Water temperatures that are too high present a scald risk while water temperatures that are too low present an incubation risk. Thus, in addition to tight management of water temperature, attention must be paid to the “age of the water,” Provot adds. “How long is it sitting in storage tanks and at what temperature, and is the tank stratifying? What is the recirculation temperature to points of use and how much temperature does the water lose during its journey? How long does the water reside in the pipe ahead of infrequently used fixtures? These are all issues that a well-managed water system needs to address.”
Technologies such as the internet of things (IoT), data analytics and handheld electronics play an important role in water treatment programs. Michael Groh, strategic business leader at Kurita America, Minneapolis, sees a growing need to automate these programs. “As probe technology advances, Kurita America can manage water treatment programs remotely, set alarms and provide information through dashboards. In fact, our cooling water programs can be fully automated and managed securely through our phones.”
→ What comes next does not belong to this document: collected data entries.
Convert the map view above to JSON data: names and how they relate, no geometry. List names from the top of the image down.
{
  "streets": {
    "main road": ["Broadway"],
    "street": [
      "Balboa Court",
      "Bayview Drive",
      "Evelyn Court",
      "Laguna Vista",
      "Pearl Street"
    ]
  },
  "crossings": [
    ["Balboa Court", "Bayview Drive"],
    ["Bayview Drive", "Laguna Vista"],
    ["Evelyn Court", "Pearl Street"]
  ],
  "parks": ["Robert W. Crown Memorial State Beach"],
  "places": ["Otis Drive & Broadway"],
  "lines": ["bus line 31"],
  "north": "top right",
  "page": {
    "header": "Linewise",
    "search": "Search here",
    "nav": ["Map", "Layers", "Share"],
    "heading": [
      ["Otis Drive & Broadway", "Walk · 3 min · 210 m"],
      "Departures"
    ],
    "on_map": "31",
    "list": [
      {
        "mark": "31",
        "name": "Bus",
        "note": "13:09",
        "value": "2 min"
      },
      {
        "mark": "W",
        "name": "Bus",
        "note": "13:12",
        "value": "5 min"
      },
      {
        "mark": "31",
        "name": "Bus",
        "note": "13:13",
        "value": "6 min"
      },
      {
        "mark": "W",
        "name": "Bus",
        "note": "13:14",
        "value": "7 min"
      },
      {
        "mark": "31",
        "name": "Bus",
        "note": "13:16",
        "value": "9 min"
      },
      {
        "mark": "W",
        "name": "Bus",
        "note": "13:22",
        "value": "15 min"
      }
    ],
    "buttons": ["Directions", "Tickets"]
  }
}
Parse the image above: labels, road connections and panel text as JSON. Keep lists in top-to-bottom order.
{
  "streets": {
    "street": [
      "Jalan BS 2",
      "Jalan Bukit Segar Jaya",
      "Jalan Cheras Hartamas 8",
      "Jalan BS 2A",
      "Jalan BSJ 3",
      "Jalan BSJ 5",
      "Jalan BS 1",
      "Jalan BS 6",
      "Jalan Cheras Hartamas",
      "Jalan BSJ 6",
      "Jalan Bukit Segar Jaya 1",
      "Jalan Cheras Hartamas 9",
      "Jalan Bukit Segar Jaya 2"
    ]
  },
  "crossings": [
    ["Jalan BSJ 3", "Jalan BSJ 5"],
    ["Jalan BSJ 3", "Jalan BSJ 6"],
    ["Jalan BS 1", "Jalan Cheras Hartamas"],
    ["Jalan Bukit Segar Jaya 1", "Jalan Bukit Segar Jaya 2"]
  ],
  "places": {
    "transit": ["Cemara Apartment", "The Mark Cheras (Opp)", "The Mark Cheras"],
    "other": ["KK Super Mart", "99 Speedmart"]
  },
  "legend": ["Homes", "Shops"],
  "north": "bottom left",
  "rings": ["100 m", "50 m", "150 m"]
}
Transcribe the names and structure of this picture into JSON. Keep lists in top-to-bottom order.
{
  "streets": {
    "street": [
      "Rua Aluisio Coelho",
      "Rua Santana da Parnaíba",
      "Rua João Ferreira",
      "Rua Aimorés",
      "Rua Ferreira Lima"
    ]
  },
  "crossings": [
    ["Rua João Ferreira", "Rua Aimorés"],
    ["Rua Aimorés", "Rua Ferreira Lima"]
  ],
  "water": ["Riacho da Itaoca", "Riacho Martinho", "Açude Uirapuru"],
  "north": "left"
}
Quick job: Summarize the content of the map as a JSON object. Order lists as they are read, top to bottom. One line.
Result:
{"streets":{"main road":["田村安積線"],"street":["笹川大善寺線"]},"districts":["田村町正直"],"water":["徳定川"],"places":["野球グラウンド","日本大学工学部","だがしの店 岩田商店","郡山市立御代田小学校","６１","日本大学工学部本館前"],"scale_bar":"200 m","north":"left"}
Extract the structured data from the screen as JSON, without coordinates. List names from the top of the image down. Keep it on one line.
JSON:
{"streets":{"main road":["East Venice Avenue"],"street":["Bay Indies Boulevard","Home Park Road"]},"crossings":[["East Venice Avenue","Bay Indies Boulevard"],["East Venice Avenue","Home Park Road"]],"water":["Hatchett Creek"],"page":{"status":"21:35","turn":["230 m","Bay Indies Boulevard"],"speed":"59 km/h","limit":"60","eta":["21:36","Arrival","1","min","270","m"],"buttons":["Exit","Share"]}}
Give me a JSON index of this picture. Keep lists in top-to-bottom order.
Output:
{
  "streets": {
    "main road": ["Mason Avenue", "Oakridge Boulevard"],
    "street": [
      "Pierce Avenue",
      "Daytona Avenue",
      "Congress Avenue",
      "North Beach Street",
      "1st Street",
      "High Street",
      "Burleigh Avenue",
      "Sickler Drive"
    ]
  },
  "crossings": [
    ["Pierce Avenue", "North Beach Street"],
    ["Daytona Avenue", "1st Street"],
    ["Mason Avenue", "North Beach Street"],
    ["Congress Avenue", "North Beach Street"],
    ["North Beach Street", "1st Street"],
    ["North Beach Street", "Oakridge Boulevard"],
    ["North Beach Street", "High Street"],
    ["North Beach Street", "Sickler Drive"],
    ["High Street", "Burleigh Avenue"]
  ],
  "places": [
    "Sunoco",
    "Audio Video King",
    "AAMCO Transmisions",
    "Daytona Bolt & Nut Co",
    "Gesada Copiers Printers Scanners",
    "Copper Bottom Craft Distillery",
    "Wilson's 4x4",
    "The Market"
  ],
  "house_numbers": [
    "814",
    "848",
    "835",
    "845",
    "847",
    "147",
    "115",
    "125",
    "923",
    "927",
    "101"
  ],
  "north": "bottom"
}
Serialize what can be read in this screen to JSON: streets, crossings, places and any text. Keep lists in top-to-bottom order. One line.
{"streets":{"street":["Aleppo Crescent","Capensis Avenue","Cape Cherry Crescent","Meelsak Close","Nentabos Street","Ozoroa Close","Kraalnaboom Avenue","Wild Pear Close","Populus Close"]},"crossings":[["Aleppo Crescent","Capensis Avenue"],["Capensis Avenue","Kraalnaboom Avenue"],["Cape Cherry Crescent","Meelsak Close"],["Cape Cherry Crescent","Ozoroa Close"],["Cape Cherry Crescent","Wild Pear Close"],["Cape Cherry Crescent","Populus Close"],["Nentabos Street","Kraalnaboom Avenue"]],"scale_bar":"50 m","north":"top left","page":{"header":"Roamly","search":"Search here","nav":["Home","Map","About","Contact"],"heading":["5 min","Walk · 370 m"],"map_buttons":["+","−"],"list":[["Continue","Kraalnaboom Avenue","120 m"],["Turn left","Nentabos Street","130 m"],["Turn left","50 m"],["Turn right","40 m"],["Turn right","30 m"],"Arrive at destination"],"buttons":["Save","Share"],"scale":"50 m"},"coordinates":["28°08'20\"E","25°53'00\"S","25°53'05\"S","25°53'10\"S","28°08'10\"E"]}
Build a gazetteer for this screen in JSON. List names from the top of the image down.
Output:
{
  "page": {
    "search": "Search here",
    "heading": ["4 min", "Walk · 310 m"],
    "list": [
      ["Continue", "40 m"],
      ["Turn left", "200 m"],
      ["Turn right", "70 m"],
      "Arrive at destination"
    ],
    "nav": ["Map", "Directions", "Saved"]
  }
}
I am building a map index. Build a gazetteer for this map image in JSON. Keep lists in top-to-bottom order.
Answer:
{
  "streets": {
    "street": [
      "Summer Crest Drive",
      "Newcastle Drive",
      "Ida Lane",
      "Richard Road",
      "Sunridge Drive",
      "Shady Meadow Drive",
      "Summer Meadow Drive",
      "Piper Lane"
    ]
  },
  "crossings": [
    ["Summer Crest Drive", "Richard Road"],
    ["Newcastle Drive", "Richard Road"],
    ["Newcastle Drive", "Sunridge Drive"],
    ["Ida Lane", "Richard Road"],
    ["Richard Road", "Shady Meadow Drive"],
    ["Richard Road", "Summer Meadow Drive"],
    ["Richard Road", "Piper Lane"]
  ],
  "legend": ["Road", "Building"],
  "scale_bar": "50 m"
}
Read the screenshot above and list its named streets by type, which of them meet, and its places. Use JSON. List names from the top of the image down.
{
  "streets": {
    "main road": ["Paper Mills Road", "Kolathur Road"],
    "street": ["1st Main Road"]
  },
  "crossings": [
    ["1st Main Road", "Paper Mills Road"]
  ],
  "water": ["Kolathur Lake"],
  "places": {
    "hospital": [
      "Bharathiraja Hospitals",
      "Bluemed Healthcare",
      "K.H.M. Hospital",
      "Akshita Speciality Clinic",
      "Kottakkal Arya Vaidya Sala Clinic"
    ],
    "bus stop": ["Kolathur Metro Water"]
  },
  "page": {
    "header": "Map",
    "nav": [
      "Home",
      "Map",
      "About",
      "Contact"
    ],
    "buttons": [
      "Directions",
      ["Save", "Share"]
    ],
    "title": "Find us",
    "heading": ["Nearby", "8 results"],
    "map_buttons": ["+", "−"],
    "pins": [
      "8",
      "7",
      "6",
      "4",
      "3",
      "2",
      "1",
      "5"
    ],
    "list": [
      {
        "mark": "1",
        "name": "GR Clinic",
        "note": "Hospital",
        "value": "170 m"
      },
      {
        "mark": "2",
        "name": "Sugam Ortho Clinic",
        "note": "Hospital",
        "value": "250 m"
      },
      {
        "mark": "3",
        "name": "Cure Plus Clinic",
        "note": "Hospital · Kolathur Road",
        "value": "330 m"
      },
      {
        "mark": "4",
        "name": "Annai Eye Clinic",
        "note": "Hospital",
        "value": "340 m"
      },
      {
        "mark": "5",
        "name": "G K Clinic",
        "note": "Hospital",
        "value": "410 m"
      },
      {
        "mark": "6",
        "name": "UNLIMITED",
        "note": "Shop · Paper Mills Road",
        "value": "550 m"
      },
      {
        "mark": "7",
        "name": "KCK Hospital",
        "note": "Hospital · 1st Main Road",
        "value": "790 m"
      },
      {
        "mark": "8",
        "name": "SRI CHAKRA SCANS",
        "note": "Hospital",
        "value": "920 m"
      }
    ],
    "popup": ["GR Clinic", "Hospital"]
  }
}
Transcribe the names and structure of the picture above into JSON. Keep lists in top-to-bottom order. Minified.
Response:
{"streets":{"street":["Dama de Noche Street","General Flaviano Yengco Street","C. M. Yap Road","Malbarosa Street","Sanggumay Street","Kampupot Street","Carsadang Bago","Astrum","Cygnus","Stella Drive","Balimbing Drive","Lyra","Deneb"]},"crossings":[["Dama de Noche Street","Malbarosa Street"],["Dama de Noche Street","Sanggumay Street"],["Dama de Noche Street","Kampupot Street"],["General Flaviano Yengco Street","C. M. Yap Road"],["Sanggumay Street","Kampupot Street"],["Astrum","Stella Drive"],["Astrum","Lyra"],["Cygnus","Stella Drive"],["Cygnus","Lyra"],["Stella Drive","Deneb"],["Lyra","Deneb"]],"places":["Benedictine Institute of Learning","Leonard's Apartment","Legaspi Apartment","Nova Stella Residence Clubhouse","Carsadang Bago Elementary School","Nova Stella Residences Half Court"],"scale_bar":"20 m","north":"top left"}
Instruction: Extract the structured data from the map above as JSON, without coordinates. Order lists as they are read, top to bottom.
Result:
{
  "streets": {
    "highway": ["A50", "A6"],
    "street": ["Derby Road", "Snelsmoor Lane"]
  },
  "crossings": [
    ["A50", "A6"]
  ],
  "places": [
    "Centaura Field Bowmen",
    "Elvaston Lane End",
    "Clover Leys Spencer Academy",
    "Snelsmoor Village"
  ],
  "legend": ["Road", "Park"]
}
Aquanomix, Davidson, N.C., has added monitoring and analytics capabilities for potable water systems to its Symphony Software product line. This predictive IoT solution addresses precursors to waterborne pathogen development within the system. A “health score” is generated daily to help operators manage factors that contribute to risk. Aquanomix also has introduced a deposit monitor that senses real-time buildup inside piping systems, which allows for earlier detection of biofilm development.
“The potable water dashboard provides an overview of the current state of a water system, such as disinfectant level, water temperature and flow,” says Jennifer A. Caldwell, chief marketing officer at Aquanomix, who is ASSE 12080-certified. “Notifications are sent when key performance indicators are out of range.”
Kurita America has developed a water treatment program that uses monochloramine for potable water as a form of secondary disinfection to minimize the risk of waterborne pathogens. The use of monochloramine minimizes the risk of copper corrosion, according to Groh.
“Kurita America’s objective when working with hospital HVAC systems is to reduce water, energy and chemical operational costs by using cooling, steam boiler and closed loop chemical treatment programs, pretreatment equipment such as customized reverse osmosis systems, and automation to optimize water treatment control,” Groh says.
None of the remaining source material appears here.